FXFlow: Automated Web Scraping Pipeline for CBSL Exchange Rates Using Playwright

The article explores how a fully automated pipeline can be built to scrape and store daily exchange rate data from the Central Bank of Sri Lanka. Using tools like Playwright and AWS services, it demonstrates how web data can be reliably extracted, processed, and delivered through a scalable, serverless workflow.

In today’s fast-paced financial world, having up-to-date exchange rates is crucial. FXFlow is a fully automated serverless web scraping pipeline that extracts daily exchange rates from the Central Bank of Sri Lanka (CBSL) and saves the data in CSV format directly to an S3 bucket for further analysis.

I have used Terraform to provision the cloud infrastructure, including AWS Lambda for serverless execution, Amazon S3 for storage, and Amazon EventBridge to schedule daily data scraping. GitHub Actions were used to set up a CI/CD workflow to automatically build and push the Docker container image to AWS ECR, ensuring that the Lambda function always runs the latest version of the scraper. I had to use Playwright to handles the actual web scraping, navigating CBSL’s site, filling in required selections, and downloading exchange rate data.

This combination of tools ensures a reliable, maintainable, and fully automated workflow that delivers daily exchange rate data without manual intervention.

Data Source

The exchange rate data is sourced directly from the Central Bank of Sri Lanka (CBSL), which publishes daily buy and sell rates for multiple currencies.”

https://www.cbsl.gov.lk/?source=post_page-----eca40ab3199e---------------------------------------

Architecture Diagram

Workflow

Step 1: Python script development with Playwright.

The first step of the project involved developing a Python script to extract exchange rate data from the Central Bank of Sri Lanka (CBSL). Since the CBSL website requires interactive actions — such as selecting specific options, clicking buttons, and navigating within an iframe — Playwright was chosen over BeautifulSoup, as it provides full browser automation capabilities that handle dynamic content and user interactions.

The script automates the following workflow:

Launches a headless Chromium browser in a serverless-friendly configuration.
Navigates to the CBSL exchange rates page and interacts with the necessary UI elements (dropdowns, buttons, and frames) to select the desired data range.
Downloads the resulting exchange rate data in CSV format.
Uploads the CSV file directly to a designated AWS S3 bucket, making the data immediately available for downstream processing, analytics, or reporting.

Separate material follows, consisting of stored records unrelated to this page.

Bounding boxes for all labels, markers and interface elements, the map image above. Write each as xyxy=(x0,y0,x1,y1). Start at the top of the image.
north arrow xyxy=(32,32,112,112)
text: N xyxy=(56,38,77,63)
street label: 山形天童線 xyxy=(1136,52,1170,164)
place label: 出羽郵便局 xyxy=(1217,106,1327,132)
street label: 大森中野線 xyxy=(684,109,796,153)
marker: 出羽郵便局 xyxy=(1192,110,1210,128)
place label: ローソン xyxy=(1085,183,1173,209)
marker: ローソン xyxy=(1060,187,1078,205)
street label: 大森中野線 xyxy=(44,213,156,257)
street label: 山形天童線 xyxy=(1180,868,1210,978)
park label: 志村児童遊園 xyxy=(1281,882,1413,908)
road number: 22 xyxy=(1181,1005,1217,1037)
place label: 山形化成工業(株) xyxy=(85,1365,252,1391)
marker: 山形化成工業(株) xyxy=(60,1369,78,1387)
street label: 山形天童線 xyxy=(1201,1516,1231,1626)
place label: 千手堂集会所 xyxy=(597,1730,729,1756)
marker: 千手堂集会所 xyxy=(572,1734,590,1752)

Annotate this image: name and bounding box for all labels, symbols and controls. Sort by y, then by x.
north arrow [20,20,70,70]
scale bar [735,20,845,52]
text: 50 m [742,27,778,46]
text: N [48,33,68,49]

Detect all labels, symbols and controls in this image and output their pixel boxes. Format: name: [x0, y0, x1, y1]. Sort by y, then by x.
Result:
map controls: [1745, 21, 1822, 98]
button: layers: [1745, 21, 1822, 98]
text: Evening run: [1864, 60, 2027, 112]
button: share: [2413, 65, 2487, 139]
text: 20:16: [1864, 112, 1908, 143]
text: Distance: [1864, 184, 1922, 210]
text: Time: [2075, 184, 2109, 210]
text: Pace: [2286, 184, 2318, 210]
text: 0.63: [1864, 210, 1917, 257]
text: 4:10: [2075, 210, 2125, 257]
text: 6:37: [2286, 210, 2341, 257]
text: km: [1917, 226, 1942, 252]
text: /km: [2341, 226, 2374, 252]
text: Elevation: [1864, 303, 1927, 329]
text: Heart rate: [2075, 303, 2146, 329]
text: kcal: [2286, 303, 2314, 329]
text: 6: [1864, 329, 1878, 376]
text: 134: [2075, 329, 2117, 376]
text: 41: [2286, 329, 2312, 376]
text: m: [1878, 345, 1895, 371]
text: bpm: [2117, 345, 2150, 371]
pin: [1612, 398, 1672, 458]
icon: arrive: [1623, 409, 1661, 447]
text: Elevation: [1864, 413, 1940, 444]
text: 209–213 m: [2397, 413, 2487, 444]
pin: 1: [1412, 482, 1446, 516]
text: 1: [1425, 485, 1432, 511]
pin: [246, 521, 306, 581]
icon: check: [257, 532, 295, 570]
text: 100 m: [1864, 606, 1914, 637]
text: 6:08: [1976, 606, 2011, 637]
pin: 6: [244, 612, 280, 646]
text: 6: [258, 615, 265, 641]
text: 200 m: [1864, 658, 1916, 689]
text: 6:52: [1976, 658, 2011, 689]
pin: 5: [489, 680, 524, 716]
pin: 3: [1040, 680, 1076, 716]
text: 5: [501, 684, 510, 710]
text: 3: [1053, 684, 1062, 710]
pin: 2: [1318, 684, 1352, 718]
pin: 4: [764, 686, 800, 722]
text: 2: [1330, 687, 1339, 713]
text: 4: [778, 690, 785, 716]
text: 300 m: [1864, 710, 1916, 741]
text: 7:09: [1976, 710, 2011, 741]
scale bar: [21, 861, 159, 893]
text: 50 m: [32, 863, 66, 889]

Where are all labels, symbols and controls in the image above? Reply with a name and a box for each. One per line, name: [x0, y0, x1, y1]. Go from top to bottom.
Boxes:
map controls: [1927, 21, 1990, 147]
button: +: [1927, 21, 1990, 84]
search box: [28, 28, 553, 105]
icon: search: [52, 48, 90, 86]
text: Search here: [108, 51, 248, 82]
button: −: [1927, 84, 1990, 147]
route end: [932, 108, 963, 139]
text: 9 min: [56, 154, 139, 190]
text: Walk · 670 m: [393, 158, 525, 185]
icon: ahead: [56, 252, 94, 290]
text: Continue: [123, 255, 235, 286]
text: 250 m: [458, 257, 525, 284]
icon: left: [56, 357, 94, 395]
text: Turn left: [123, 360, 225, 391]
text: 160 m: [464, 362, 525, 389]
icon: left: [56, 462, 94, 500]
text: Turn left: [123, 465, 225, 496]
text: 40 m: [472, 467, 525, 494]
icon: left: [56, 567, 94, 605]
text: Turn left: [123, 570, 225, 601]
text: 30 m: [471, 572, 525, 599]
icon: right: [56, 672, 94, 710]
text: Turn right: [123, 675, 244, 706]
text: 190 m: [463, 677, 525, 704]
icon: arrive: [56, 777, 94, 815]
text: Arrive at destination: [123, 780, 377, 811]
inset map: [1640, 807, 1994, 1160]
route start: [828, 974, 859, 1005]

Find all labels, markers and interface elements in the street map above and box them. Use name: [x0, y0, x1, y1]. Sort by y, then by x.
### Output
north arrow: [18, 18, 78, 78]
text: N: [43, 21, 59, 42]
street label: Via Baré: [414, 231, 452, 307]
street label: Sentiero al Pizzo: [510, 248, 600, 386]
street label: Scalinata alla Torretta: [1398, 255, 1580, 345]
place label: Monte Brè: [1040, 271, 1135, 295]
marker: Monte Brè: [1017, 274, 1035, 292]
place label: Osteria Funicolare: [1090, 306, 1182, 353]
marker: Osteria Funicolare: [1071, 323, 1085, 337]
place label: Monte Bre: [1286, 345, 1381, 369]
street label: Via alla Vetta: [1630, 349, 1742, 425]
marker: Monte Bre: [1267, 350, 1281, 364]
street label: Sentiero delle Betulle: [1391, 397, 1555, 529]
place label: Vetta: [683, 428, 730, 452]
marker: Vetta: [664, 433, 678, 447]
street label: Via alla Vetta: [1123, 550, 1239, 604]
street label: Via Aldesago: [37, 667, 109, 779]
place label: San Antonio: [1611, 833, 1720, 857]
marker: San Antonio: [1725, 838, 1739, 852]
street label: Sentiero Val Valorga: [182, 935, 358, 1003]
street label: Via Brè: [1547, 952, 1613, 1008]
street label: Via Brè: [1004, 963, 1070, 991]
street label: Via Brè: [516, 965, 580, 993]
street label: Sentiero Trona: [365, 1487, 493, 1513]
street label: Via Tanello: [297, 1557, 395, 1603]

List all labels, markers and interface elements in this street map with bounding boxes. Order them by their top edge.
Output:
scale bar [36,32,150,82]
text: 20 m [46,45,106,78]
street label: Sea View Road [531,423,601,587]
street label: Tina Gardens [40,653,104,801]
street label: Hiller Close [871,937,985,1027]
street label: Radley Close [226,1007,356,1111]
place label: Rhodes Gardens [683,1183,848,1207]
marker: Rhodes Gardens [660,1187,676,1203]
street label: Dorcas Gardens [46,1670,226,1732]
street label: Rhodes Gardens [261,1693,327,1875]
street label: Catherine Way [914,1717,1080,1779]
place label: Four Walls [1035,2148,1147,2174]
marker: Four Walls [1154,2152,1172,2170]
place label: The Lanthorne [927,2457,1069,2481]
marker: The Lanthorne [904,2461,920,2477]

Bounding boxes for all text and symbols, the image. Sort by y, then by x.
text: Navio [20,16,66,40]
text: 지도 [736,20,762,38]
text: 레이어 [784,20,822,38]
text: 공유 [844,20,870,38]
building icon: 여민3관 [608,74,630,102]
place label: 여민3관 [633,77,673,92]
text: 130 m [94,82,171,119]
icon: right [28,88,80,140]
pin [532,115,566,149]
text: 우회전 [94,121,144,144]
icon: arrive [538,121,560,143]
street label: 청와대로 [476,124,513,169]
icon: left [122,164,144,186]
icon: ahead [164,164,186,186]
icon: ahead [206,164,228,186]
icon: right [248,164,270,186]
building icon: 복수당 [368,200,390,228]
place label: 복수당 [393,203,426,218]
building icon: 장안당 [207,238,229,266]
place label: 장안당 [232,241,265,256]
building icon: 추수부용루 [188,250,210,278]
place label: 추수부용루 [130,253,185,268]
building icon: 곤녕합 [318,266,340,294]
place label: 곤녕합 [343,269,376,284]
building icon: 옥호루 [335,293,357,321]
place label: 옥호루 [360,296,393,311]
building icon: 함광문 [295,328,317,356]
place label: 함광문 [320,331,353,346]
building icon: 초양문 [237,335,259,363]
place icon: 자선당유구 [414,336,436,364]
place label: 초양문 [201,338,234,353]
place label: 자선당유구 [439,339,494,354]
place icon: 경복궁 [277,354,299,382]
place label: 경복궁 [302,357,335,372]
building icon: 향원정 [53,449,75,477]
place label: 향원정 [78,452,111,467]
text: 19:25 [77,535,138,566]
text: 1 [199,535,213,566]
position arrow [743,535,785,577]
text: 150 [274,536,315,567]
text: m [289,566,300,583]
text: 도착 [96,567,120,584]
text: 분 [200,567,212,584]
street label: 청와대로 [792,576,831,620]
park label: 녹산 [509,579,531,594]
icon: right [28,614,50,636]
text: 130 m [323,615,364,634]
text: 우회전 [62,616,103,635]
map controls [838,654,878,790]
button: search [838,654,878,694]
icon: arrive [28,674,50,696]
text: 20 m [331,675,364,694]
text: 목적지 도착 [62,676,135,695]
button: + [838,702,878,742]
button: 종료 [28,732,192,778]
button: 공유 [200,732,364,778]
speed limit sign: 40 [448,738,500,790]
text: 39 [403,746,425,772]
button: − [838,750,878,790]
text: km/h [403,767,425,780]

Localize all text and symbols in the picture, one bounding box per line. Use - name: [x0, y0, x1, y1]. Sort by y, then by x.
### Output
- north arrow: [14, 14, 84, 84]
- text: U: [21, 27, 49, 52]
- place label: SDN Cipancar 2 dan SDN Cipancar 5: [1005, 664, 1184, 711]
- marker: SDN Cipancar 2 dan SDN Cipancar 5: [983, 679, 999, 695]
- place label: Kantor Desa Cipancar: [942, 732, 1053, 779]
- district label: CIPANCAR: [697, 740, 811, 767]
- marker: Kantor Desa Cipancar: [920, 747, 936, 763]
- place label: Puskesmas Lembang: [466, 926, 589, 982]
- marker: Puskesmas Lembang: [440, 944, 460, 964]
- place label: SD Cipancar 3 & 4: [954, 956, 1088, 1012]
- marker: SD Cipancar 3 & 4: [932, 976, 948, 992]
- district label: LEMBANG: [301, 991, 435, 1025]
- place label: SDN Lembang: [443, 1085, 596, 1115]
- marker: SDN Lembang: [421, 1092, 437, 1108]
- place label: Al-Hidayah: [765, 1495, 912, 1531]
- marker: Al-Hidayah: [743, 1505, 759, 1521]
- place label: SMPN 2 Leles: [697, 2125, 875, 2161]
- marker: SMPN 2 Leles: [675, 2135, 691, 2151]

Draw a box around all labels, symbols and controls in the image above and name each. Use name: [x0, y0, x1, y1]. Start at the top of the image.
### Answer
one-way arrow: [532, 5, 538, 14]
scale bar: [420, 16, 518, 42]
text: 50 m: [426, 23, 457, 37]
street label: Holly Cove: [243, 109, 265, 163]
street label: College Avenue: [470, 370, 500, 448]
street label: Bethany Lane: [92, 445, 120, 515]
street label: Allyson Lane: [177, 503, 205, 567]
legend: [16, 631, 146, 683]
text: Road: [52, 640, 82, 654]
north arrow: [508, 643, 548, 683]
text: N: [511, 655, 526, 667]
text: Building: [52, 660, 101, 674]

This approach ensures reliable, repeatable, and fully automated data extraction, while maintaining compatibility with serverless deployment in AWS Lambda.

To ensure smooth execution within AWS Lambda’s serverless environment, the browser was launched in headless mode (headless=True) with several specific arguments to disable GPU, sandboxing, and other features that are not supported in Lambda containers. These arguments (args=[...]) prevent runtime errors and allow the script to run reliably in a constrained, serverless context.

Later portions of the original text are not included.